(Dataset entries)

○ ○ ○ ○ ○ ○ ○

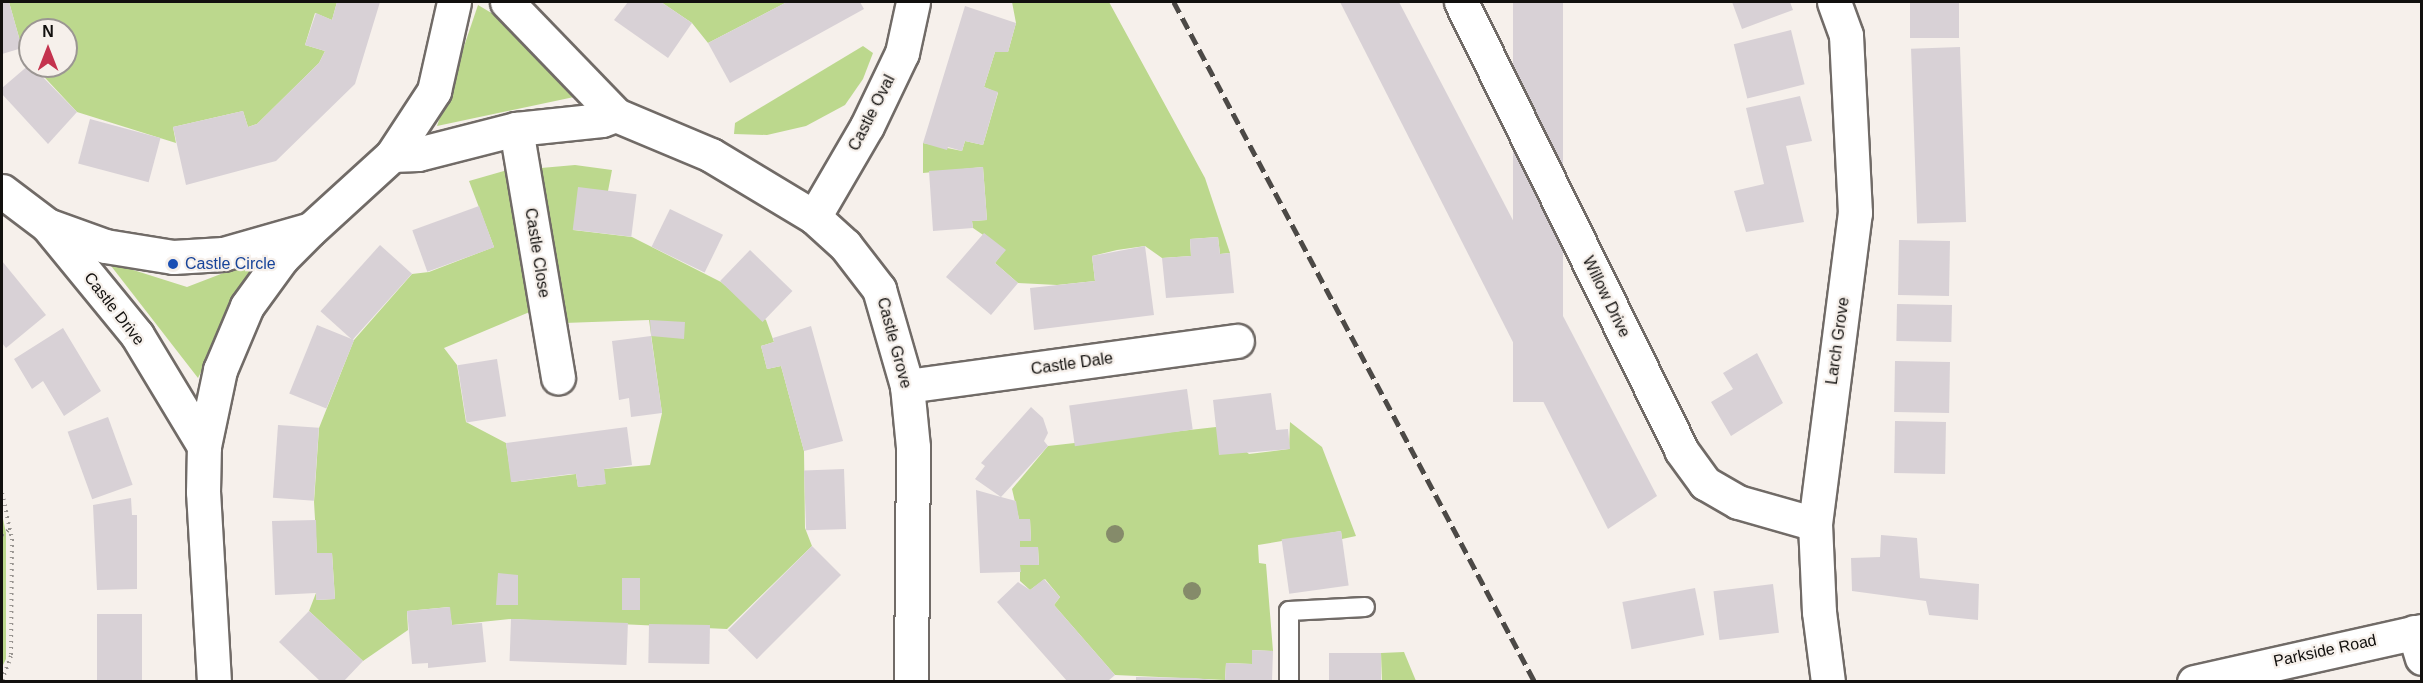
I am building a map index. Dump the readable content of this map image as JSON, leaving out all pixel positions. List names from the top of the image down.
{
  "streets": {
    "street": [
      "Castle Oval",
      "Castle Close",
      "Willow Drive",
      "Castle Drive",
      "Larch Grove",
      "Castle Grove",
      "Castle Dale",
      "Parkside Road"
    ]
  },
  "crossings": [
    ["Castle Oval", "Castle Grove"],
    ["Willow Drive", "Larch Grove"],
    ["Castle Grove", "Castle Dale"]
  ],
  "places": ["Castle Circle"],
  "north": "top"
}
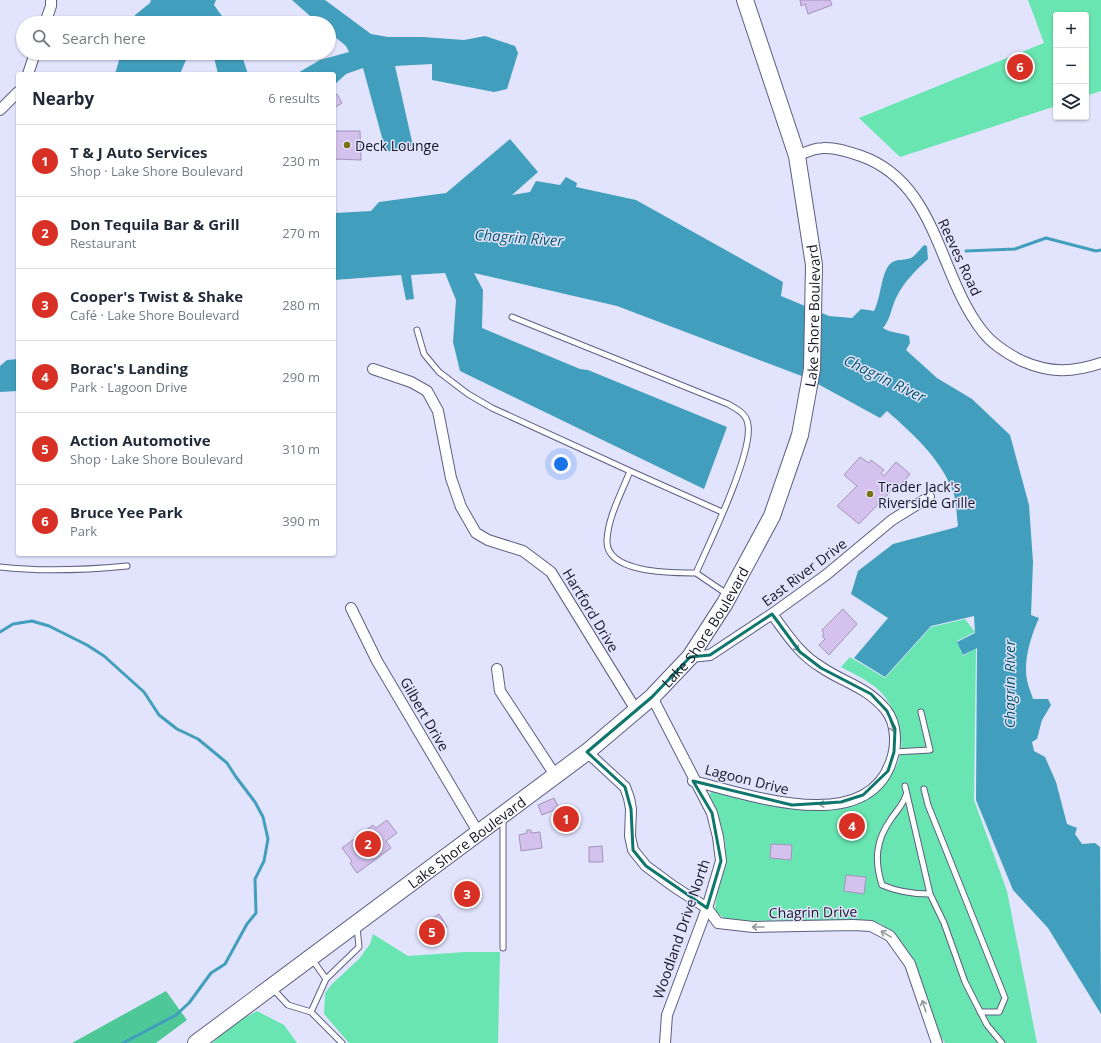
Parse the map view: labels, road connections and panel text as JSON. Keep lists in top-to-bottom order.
{
  "streets": {
    "main road": ["Lake Shore Boulevard"],
    "street": [
      "Reeves Road",
      "East River Drive",
      "Hartford Drive",
      "Gilbert Drive",
      "Lagoon Drive",
      "Chagrin Drive",
      "Woodland Drive North"
    ]
  },
  "crossings": [
    ["Reeves Road", "Lake Shore Boulevard"],
    ["Lake Shore Boulevard", "East River Drive"],
    ["Lake Shore Boulevard", "Hartford Drive"],
    ["Lake Shore Boulevard", "Gilbert Drive"],
    ["Lake Shore Boulevard", "Lagoon Drive"],
    ["Lake Shore Boulevard", "Chagrin Drive"],
    ["Lagoon Drive", "Woodland Drive North"],
    ["Chagrin Drive", "Woodland Drive North"]
  ],
  "one_way": ["Lagoon Drive", "Chagrin Drive"],
  "water": ["Chagrin River"],
  "places": ["Deck Lounge", "Trader Jack's Riverside Grille"],
  "page": {
    "map_buttons": ["+", "−"],
    "search": "Search here",
    "pins": [
      "6",
      "1",
      "4",
      "2",
      "3",
      "5"
    ],
    "heading": ["Nearby", "6 results"],
    "list": [
      {
        "mark": "1",
        "name": "T & J Auto Services",
        "note": "Shop · Lake Shore Boulevard",
        "value": "230 m"
      },
      {
        "mark": "2",
        "name": "Don Tequila Bar & Grill",
        "note": "Restaurant",
        "value": "270 m"
      },
      {
        "mark": "3",
        "name": "Cooper's Twist & Shake",
        "note": "Café · Lake Shore Boulevard",
        "value": "280 m"
      },
      {
        "mark": "4",
        "name": "Borac's Landing",
        "note": "Park · Lagoon Drive",
        "value": "290 m"
      },
      {
        "mark": "5",
        "name": "Action Automotive",
        "note": "Shop · Lake Shore Boulevard",
        "value": "310 m"
      },
      {
        "mark": "6",
        "name": "Bruce Yee Park",
        "note": "Park",
        "value": "390 m"
      }
    ]
  }
}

○ ○ ○ ○ ○ ○ ○

◆ **Your objective**:
Restate the entries verbatim, without pictures.

◆ **Exercise output**:
I am building a map index. Dump the readable content of this map image as JSON, leaving out all pixel positions. List names from the top of the image down.
{
  "streets": {
    "street": [
      "Castle Oval",
      "Castle Close",
      "Willow Drive",
      "Castle Drive",
      "Larch Grove",
      "Castle Grove",
      "Castle Dale",
      "Parkside Road"
    ]
  },
  "crossings": [
    ["Castle Oval", "Castle Grove"],
    ["Willow Drive", "Larch Grove"],
    ["Castle Grove", "Castle Dale"]
  ],
  "places": ["Castle Circle"],
  "north": "top"
}
Parse the map view: labels, road connections and panel text as JSON. Keep lists in top-to-bottom order.
{
  "streets": {
    "main road": ["Lake Shore Boulevard"],
    "street": [
      "Reeves Road",
      "East River Drive",
      "Hartford Drive",
      "Gilbert Drive",
      "Lagoon Drive",
      "Chagrin Drive",
      "Woodland Drive North"
    ]
  },
  "crossings": [
    ["Reeves Road", "Lake Shore Boulevard"],
    ["Lake Shore Boulevard", "East River Drive"],
    ["Lake Shore Boulevard", "Hartford Drive"],
    ["Lake Shore Boulevard", "Gilbert Drive"],
    ["Lake Shore Boulevard", "Lagoon Drive"],
    ["Lake Shore Boulevard", "Chagrin Drive"],
    ["Lagoon Drive", "Woodland Drive North"],
    ["Chagrin Drive", "Woodland Drive North"]
  ],
  "one_way": ["Lagoon Drive", "Chagrin Drive"],
  "water": ["Chagrin River"],
  "places": ["Deck Lounge", "Trader Jack's Riverside Grille"],
  "page": {
    "map_buttons": ["+", "−"],
    "search": "Search here",
    "pins": [
      "6",
      "1",
      "4",
      "2",
      "3",
      "5"
    ],
    "heading": ["Nearby", "6 results"],
    "list": [
      {
        "mark": "1",
        "name": "T & J Auto Services",
        "note": "Shop · Lake Shore Boulevard",
        "value": "230 m"
      },
      {
        "mark": "2",
        "name": "Don Tequila Bar & Grill",
        "note": "Restaurant",
        "value": "270 m"
      },
      {
        "mark": "3",
        "name": "Cooper's Twist & Shake",
        "note": "Café · Lake Shore Boulevard",
        "value": "280 m"
      },
      {
        "mark": "4",
        "name": "Borac's Landing",
        "note": "Park · Lagoon Drive",
        "value": "290 m"
      },
      {
        "mark": "5",
        "name": "Action Automotive",
        "note": "Shop · Lake Shore Boulevard",
        "value": "310 m"
      },
      {
        "mark": "6",
        "name": "Bruce Yee Park",
        "note": "Park",
        "value": "390 m"
      }
    ]
  }
}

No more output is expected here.